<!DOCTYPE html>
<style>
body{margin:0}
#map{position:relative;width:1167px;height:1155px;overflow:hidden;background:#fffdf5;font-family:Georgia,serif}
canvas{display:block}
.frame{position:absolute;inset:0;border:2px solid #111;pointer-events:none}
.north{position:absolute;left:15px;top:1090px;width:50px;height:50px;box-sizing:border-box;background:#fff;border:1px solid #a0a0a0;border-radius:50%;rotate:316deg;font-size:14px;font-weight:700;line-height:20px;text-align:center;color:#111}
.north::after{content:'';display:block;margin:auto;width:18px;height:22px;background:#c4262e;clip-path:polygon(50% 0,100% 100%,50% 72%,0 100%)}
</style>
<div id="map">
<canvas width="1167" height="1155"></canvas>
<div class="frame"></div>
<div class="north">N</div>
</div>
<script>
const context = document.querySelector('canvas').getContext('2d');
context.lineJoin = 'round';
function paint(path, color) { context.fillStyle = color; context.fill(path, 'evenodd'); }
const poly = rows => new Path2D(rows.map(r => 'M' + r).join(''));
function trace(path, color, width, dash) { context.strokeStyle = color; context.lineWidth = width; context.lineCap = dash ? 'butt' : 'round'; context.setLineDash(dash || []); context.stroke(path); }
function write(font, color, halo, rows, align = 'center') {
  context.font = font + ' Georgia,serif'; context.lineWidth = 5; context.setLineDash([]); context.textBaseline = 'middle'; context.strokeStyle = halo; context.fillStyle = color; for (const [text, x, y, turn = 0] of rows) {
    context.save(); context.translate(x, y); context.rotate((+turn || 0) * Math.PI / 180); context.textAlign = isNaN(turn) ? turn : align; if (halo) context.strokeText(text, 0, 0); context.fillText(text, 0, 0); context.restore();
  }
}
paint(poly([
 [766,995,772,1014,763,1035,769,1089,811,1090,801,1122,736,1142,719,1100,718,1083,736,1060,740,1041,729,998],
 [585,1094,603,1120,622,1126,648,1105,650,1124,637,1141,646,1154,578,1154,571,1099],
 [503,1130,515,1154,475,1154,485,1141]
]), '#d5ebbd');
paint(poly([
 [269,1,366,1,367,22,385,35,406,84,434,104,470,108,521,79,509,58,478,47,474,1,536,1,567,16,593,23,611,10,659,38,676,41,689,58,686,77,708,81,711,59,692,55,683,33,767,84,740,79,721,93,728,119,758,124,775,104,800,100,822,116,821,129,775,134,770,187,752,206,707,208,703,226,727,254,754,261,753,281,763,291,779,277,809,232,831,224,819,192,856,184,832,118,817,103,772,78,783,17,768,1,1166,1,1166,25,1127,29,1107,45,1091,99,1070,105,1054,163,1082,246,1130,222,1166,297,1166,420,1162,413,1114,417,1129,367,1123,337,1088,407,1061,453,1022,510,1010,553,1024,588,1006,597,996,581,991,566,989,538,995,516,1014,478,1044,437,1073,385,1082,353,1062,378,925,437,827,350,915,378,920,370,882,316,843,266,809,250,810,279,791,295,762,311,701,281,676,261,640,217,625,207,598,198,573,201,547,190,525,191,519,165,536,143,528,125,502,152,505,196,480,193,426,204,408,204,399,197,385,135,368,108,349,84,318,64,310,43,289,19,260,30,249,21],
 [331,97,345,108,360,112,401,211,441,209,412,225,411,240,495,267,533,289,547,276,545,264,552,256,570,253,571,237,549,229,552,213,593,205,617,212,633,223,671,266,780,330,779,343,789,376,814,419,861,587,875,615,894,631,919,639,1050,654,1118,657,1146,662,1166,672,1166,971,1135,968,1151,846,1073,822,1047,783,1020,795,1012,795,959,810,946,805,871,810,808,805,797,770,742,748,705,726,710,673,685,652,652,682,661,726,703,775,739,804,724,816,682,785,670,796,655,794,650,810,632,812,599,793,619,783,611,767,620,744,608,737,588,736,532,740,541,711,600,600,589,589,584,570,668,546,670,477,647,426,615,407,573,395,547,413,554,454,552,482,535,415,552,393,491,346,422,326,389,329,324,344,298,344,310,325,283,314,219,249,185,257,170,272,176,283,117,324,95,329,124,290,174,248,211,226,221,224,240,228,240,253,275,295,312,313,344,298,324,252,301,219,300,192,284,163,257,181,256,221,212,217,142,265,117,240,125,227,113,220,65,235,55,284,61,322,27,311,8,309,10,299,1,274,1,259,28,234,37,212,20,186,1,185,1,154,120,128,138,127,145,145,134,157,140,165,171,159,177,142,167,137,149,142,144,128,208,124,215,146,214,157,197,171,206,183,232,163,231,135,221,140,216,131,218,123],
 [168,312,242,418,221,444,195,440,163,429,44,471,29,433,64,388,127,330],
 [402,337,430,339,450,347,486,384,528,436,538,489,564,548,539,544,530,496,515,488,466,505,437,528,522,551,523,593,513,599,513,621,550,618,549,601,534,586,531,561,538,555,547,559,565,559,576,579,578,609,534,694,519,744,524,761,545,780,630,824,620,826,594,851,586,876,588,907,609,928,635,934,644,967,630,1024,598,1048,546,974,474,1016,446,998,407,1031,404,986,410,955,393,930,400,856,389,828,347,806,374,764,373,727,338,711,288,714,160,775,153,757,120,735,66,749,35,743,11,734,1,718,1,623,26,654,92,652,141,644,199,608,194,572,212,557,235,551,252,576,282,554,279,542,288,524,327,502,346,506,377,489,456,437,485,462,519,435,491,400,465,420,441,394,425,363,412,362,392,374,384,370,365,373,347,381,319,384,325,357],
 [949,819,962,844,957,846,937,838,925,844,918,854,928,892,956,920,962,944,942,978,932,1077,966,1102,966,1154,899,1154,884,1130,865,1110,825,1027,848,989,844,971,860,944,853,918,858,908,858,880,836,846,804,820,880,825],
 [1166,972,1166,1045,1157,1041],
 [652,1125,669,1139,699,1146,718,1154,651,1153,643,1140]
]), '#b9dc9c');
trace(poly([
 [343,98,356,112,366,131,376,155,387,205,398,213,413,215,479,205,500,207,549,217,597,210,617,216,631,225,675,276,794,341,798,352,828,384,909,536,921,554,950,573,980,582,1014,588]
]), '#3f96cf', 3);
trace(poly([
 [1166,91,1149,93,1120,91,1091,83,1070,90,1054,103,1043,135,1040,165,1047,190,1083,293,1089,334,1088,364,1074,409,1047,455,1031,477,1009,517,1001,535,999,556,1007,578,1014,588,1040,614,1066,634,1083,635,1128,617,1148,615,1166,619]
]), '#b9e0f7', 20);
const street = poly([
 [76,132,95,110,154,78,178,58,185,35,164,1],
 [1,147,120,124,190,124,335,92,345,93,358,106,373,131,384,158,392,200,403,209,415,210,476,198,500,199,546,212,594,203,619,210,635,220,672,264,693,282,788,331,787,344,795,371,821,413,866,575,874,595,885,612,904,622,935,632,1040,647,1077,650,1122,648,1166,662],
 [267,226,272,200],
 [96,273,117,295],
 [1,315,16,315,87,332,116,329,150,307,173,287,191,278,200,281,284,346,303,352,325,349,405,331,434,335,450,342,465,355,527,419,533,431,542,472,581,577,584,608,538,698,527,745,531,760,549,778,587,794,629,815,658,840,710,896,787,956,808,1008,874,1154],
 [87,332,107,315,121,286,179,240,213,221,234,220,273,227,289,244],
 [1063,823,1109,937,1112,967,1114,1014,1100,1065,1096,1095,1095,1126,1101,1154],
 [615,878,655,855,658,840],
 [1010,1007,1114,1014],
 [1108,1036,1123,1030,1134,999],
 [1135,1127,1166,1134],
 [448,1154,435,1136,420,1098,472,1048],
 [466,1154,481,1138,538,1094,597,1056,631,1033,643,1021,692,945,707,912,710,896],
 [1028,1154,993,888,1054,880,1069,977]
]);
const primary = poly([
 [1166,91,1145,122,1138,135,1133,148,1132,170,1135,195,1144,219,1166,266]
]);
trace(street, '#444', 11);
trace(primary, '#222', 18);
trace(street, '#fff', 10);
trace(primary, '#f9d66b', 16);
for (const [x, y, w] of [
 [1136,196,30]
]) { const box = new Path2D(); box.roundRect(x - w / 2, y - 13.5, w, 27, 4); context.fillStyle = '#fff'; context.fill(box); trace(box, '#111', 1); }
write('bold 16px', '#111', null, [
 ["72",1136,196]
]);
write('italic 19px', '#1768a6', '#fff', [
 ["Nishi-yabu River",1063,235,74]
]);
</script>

- Task brief: For this exercise, please copy exactly the lines of the material above from its first line through the line where "context.font = font" appears.

- Final answer:
<!DOCTYPE html>
<style>
body{margin:0}
#map{position:relative;width:1167px;height:1155px;overflow:hidden;background:#fffdf5;font-family:Georgia,serif}
canvas{display:block}
.frame{position:absolute;inset:0;border:2px solid #111;pointer-events:none}
.north{position:absolute;left:15px;top:1090px;width:50px;height:50px;box-sizing:border-box;background:#fff;border:1px solid #a0a0a0;border-radius:50%;rotate:316deg;font-size:14px;font-weight:700;line-height:20px;text-align:center;color:#111}
.north::after{content:'';display:block;margin:auto;width:18px;height:22px;background:#c4262e;clip-path:polygon(50% 0,100% 100%,50% 72%,0 100%)}
</style>
<div id="map">
<canvas width="1167" height="1155"></canvas>
<div class="frame"></div>
<div class="north">N</div>
</div>
<script>
const context = document.querySelector('canvas').getContext('2d');
context.lineJoin = 'round';
function paint(path, color) { context.fillStyle = color; context.fill(path, 'evenodd'); }
const poly = rows => new Path2D(rows.map(r => 'M' + r).join(''));
function trace(path, color, width, dash) { context.strokeStyle = color; context.lineWidth = width; context.lineCap = dash ? 'butt' : 'round'; context.setLineDash(dash || []); context.stroke(path); }
function write(font, color, halo, rows, align = 'center') {
  context.font = font + ' Georgia,serif'; context.lineWidth = 5; context.setLineDash([]); context.textBaseline = 'middle'; context.strokeStyle = halo; context.fillStyle = color; for (const [text, x, y, turn = 0] of rows) {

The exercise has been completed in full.